Going for, going for…GOLD


October 3, 2018

Chief Operating Officer

  • chief operating officer
  • partnership
  • QAF
  • Quality Assurance Framework

You may recall that a while ago I blogged on ICVA’s Quality Assurance Framework, giving you an overview of what it was, what we hoped it would achieve and how it would work. At the point of our last blog, we were just preparing our soft launch to schemes and I wanted to give you all an update on what has been happening since!

Firstly, I have been bowled over by the sheer number of schemes who are getting involved in the QAF.  Schemes do not have a statutory duty to take part in the QAF, and we know our scheme managers can be stretched for time to say the least.  All but three schemes are taking part, which is amazing! The three who aren’t taking part this time have still been really enthusiastic and supportive and will undertake next time around.

Schemes have all let me know which level they are going for, there are four levels:

  • Code Complaint – Schemes meet statutory requirements and basic volunteer standards
  • Silver – Schemes provide a good standard of custody visiting and volunteer management
  • Gold – Schemes provide an excellent standard of custody visiting and volunteer management
  • Platinum – Schemes provide an outstanding standard of custody visiting and volunteer management

We have an equal spread across the first three levels and three schemes are going for platinum. I have spent a disproportionate amount of time singing the Going for Gold theme tune over the past couple of months and smiling fondly at memories of Henry Kelly. (two apologies here, only some of you will get this, and those who do will now have the tune stuck in their head).

For the silver and gold assessments, schemes need to be peer assessed to claim their level. Peer assessment is a new activity for many of our scheme managers, and they fed back that they would like some training or assistance on how to peer assess which we were only too pleased to provide.

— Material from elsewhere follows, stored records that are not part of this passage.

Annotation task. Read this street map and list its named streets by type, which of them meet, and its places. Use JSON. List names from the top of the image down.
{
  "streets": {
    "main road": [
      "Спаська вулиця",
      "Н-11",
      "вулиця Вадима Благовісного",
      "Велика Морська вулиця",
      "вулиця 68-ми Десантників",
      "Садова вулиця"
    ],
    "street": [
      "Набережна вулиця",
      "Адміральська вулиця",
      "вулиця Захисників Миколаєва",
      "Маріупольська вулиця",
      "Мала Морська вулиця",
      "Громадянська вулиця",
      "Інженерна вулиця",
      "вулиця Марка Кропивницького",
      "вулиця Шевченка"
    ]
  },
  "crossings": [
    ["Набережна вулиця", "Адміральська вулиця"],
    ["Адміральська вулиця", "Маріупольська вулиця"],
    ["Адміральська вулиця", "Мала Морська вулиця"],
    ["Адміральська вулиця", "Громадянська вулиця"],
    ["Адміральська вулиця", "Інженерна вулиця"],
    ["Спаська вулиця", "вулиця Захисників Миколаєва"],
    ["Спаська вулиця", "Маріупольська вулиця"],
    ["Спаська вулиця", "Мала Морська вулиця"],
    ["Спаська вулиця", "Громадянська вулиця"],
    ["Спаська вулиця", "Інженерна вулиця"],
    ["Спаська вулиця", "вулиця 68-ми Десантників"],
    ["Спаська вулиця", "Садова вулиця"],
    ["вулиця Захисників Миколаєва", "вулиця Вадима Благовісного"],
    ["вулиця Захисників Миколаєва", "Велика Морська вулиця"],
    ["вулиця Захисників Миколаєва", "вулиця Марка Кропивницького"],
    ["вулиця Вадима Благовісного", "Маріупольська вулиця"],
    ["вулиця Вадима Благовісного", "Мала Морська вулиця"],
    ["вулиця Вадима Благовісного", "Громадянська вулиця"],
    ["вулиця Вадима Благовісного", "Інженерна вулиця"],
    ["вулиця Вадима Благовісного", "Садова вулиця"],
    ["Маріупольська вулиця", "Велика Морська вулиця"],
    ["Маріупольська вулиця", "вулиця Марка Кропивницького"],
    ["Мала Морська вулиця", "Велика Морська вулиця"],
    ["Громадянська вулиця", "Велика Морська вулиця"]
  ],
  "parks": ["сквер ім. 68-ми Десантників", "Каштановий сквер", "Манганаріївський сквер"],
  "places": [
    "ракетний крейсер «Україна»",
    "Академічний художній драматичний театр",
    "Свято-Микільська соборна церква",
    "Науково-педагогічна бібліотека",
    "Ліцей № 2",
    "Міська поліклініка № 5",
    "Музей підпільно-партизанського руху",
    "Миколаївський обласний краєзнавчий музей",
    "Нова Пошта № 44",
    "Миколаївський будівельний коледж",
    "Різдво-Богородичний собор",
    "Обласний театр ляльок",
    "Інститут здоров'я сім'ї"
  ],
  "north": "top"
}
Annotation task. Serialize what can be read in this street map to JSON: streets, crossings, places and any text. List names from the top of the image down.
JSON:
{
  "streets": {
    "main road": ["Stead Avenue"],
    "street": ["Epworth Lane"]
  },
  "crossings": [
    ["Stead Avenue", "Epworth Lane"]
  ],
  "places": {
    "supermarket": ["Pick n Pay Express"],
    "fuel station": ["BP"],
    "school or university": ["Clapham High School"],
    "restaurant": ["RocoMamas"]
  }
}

Again, the question of time and resources comes up, with schemes completing their own assessments and asking them to peer assess other schemes QAFs being somewhat of an ask. I am delighted to report that no less than 16 of our schemes have volunteered to be peer assessors. Thank you so much to all of them, it will really help make this a success. ICVA is a small organisation with only two salaried staff and the generosity of spirit and enthusiasm our schemes show for continual improvement and working with their peers really is admirable and somewhat humbling. Schemes make time because custody visiting, and their volunteers are important. They want to celebrate them and help other schemes to do the same. It’s fantastic.

Now, I have to confess the geek in me really liked the idea of a webinar, not only does it mean I can talk uninterrupted for a long period of time, (those of you who know me know that this will not be an insurmountable challenge by any means), but it also means that our scheme managers who are based throughout the UK can attend virtually and save on costs and travel time to take part in our Peer Assessment Masterclass meaning more people are able to attend. I designed a presentation to deliver, involving some hints and tips on assessment such as being methodical and setting aside time now for assessment windows, as well as giving an overview of peer assessment as an iterative process.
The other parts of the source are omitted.